Uno zotico Bertoldo con scarpe grosse ai piedi ma dotato di cervello fino penserebbe: come mai il professore Monti e i suoi ministri teste d’uovo, così bravi, casti e puri moralmente e socialmente nel ridare credibilità all’Italia al cospetto della Germania e della Francia che sfottevano il Cavaliere, non riescono a far di meglio che aumentare la pressione fiscale ai soliti contribuenti nel tentativo di risanare il bilancio, in verità mai risanabile perché la corruzione e l’evasione dilagano ancora oggi meglio e più di prima della crisi?
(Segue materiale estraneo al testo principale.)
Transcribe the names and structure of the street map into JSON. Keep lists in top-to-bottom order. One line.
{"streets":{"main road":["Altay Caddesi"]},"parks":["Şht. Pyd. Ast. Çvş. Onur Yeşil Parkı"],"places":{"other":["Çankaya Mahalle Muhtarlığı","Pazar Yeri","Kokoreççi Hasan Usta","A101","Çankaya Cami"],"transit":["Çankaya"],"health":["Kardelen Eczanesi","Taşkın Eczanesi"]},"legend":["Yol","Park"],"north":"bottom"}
Lo Stato svende patrimoni e beni immobili e riduce l´età pensionabile dall´inizio degli anni ´90 per arrivare al pareggio del bilancio. Dove sono finiti i soldi recuperati in questi anni se il bilancio è sempre in rosso?
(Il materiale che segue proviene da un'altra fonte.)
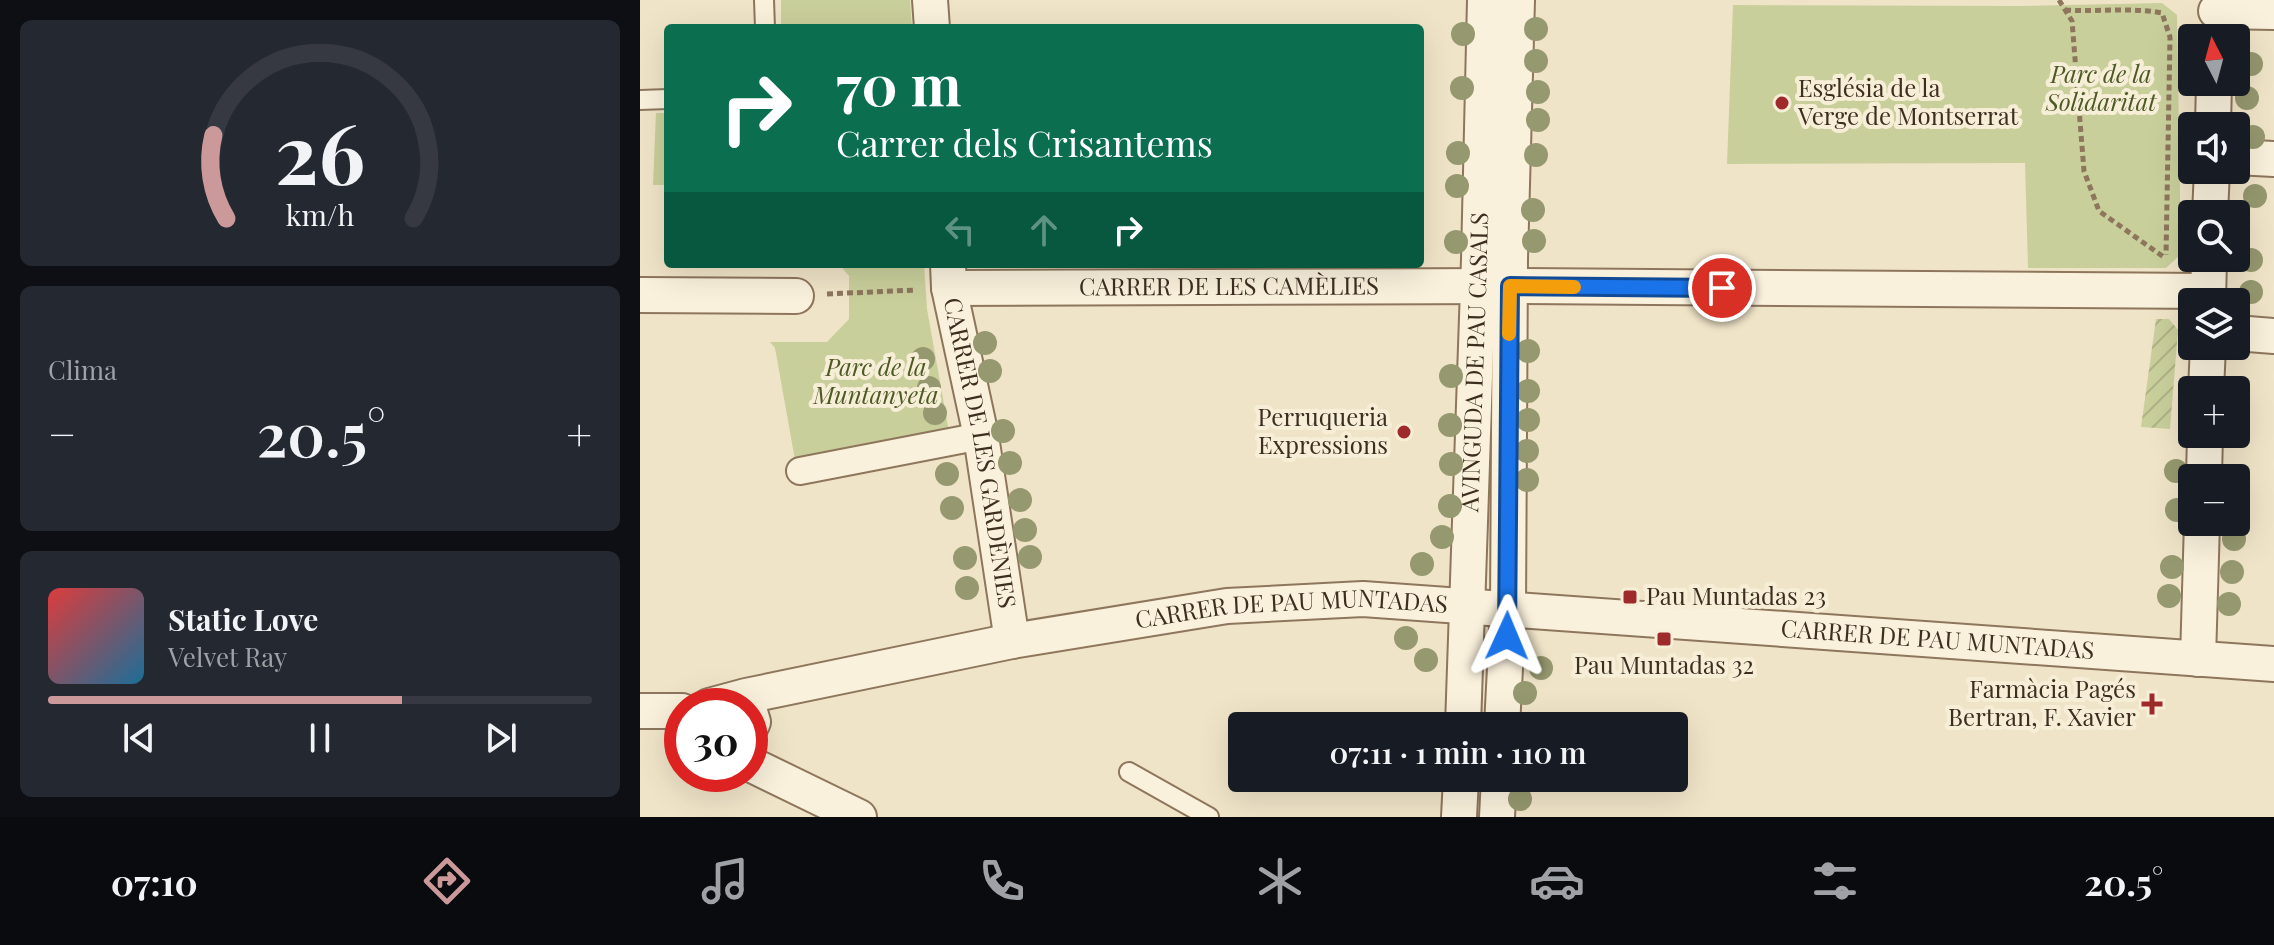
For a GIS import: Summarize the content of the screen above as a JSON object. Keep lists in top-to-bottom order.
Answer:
{
  "streets": {
    "street": [
      "CARRER DE LES CAMÈLIES",
      "AVINGUDA DE PAU CASALS",
      "CARRER DE LES GARDÈNIES",
      "CARRER DE PAU MUNTADAS"
    ]
  },
  "crossings": [
    ["CARRER DE LES CAMÈLIES", "AVINGUDA DE PAU CASALS"],
    ["CARRER DE LES CAMÈLIES", "CARRER DE LES GARDÈNIES"],
    ["AVINGUDA DE PAU CASALS", "CARRER DE PAU MUNTADAS"],
    ["CARRER DE LES GARDÈNIES", "CARRER DE PAU MUNTADAS"]
  ],
  "parks": ["Parc de la Solidaritat", "Parc de la Muntanyeta"],
  "places": {
    "other": ["Església de la Verge de Montserrat", "Perruqueria Expressions"],
    "transit": ["Pau Muntadas 23", "Pau Muntadas 32"],
    "health": ["Farmàcia Pagés Bertran, F. Xavier"]
  },
  "north": "top",
  "page": {
    "map_buttons": ["+", "−"],
    "turn": ["70 m", "Carrer dels Crisantems"],
    "tile": "Clima",
    "heat": ["−", "20.5°", "+"],
    "song": ["Static Love", "Velvet Ray"],
    "limit": "30",
    "trip": "07:11 · 1 min · 110 m",
    "tabs": ["07:10", "20.5°"],
    "gauge": ["26", "km/h"]
  }
}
Domanda della disperazione in questo 2012 che sta per finire. Se la mancanza di lavoro e la disoccupazione sono la piaga sociale del momento, come si fa a incentivare le imprese private ad assumere personale? La risposta potrebbe essere: alleggerendo notevolmente, sul serio e per tutti, per un determinato numero di anni, 5 o 10, i contributi che le aziende hanno l’obbligo di versare per i lavoratori dipendenti (l’equivalente dello stipendio!). Lo Stato dovrebbe avere il coraggio di dire agli imprenditori che licenziano: assumete persone e sarete agevolati. Per recuperare le mancate entrate di questi incentivi andremo a prelevare moneta fresca, e ce n’è tanta, nel mare magnum dell’evasione fiscale: magari introducendo il carcere vero (non domiciliare come oggi va di moda) per i parassiti che evadono da 5 mila euro in su l’anno.


Una finestra sul futuro
23/11/2012 | 7.46.53
Il Criticone

Condivido pienamente le argomentazioni dell´articolo del Dott. La Lota. Non c´è maggior sordo di chi non vuol sentire. Purtroppo la colpa è anche nostra che ci siamo fatti fuorviare da personaggi politici che non sanno che cosa sia l´onestà e amministrano la cosa pubblica come se fosse di loro proprietà. Certo è che non ci sono più ideologie, non si distingue più la destra dalla sinistra, tutti sono proiettati ad arraffare ogni cosa e a far arraffare anche parenti, amici e conoscenti. I dirigenti pubblici vengono scelti in base a criteri discutibili e nelle posizioni di comando sono posti, molte volte, emeriti imbecilli a cui vengono date prebende da nababbi. Certo finirà male, verrà giorno in cui....Spero di non esserci, ma penso con affanno alla generazione che lascio dietro di me.